XSL Transformation, emoji and attributes

277 Views Asked by At

I'm encountering issue with emojis when trying to generate html output using xsl transformation under certain circumstances.

For instance, I've tested following xsl with different transformation engines:

<?xml version="1.0" encoding="UTF-8"?>
<xsl:stylesheet version="1.0" xmlns:xsl="http://www.w3.org/1999/XSL/Transform">
  <xsl:output method="html" encoding="UTF-8"/>
  <xsl:template match="/">
    <xsl:text disable-output-escaping="yes">&lt;!doctype html&gt;</xsl:text>
    <html>
      <head>
        <meta charset="UTF-8"/>
        <meta http-equiv="Content-Type" content="text/html; charset=UTF-8"/>
      </head>
      <body>
        <textarea></textarea><br/>
        <input type="text" value=""/>
      </body>
    </html>
  </xsl:template>
</xsl:stylesheet>

I tested with exact same code (based on JAXP definition) for all transformers. I only changed the transformer instance class reference.

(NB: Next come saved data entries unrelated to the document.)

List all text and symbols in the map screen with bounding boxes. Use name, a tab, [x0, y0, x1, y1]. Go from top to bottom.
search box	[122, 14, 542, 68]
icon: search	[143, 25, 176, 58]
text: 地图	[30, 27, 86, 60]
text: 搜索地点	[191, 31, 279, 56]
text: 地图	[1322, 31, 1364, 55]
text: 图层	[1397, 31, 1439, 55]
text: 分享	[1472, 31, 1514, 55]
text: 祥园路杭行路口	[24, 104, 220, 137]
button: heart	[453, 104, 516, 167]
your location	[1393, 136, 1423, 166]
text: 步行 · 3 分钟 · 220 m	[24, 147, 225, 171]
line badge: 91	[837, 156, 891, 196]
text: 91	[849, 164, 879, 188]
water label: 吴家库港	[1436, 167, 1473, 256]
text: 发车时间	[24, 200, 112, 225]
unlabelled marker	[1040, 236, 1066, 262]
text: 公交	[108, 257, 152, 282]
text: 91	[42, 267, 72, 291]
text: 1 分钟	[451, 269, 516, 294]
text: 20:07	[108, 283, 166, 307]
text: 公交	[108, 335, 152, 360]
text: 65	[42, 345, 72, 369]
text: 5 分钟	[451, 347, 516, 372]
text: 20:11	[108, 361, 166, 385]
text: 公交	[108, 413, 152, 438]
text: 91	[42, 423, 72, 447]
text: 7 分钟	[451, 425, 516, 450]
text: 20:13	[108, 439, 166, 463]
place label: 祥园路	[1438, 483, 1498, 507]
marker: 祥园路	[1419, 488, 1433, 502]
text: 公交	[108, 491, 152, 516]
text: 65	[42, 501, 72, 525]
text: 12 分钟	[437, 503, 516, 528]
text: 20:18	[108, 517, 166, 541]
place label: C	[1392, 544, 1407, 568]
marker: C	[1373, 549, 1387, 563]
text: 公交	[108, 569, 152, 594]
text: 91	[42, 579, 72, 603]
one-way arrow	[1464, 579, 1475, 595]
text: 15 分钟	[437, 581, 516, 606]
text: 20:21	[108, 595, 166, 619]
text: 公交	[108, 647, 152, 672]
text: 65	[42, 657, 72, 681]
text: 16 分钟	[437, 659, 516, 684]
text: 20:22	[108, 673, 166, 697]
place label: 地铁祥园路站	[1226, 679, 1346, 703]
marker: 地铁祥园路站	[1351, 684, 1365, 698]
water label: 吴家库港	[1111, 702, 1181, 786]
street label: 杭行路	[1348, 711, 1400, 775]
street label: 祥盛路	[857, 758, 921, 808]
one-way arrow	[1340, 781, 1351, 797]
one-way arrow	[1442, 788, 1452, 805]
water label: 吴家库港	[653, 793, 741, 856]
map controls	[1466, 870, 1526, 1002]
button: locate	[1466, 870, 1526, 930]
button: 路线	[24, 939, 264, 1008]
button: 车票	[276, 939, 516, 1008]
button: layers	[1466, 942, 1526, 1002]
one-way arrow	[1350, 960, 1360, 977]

Saxon gives correct result:

enter image description here

Java internal repackaged transformer based on xalan (aka com.sun.org.apache.xalan.internal.xsltc.trax.TransformerFactoryImpl) is correct when emoji is put as text in textarea body, but generates wrong result for <input> field: it seems that emoji is wrong encoded when put in value attribute:

enter image description here

Xalan 2.7.2 gives even worse result:

enter image description here

For different reasons (mainly license one), I would prefer using Xalan transformer. Any idea how I can make xalan manage emoji correctly ?

EDIT

The transformation is performed with following code:

TransformerFactory factory = TransformerFactory.newInstance(
        "com.sun.org.apache.xalan.internal.xsltc.trax.TransformerFactoryImpl",
        null);
Transformer transformer = factory.newTransformer(new StreamSource(xsl));
DocumentSource domSource = new DocumentSource(doc);
OutputStream stream = response.getOutputStream();

transformer.transform(domSource, new StreamResult(stream));

stream.flush();
stream.close();

where doc is a dom4j document, xsl is the inputstream containing above stylesheet and response is a HttpServletResponse object which will receive the transformation result.

3

There are 3 best solutions below

2
Martin Honnen On

I have tried

<?xml version="1.0" encoding="UTF-8"?>
<xsl:stylesheet version="1.0" xmlns:xsl="http://www.w3.org/1999/XSL/Transform">
  <xsl:output method="html" encoding="UTF-8" doctype-system="about:legacy-compat"/>
  <xsl:template match="/">
    <html>
      <head>
      </head>
      <body>
        <textarea></textarea><br/>
        <input type="text" value=""/>
      </body>
    </html>
  </xsl:template>
</xsl:stylesheet>

with Xalan 2.7.1 at http://xsltransform.net/ and both thumbs seems to be shown fine i.e. the serialized HTML is

<!DOCTYPE HTML SYSTEM "about:legacy-compat">
<html>
<head>
<META http-equiv="Content-Type" content="text/html; charset=UTF-8">
</head>
<body>
<textarea></textarea>
<br>
<input value="" type="text">
</body>
</html>

which renders as

enter image description here

0
morbac On

After a day of research, I have come to the conclusion that this is a bug in xalan html serializer (line 1440 and following) with surrogate characters (char between \ud800 and \udbff). As mentioned in comments, xalan 2.6.0 makes a correct transformation, but xalan 2.7.* does not.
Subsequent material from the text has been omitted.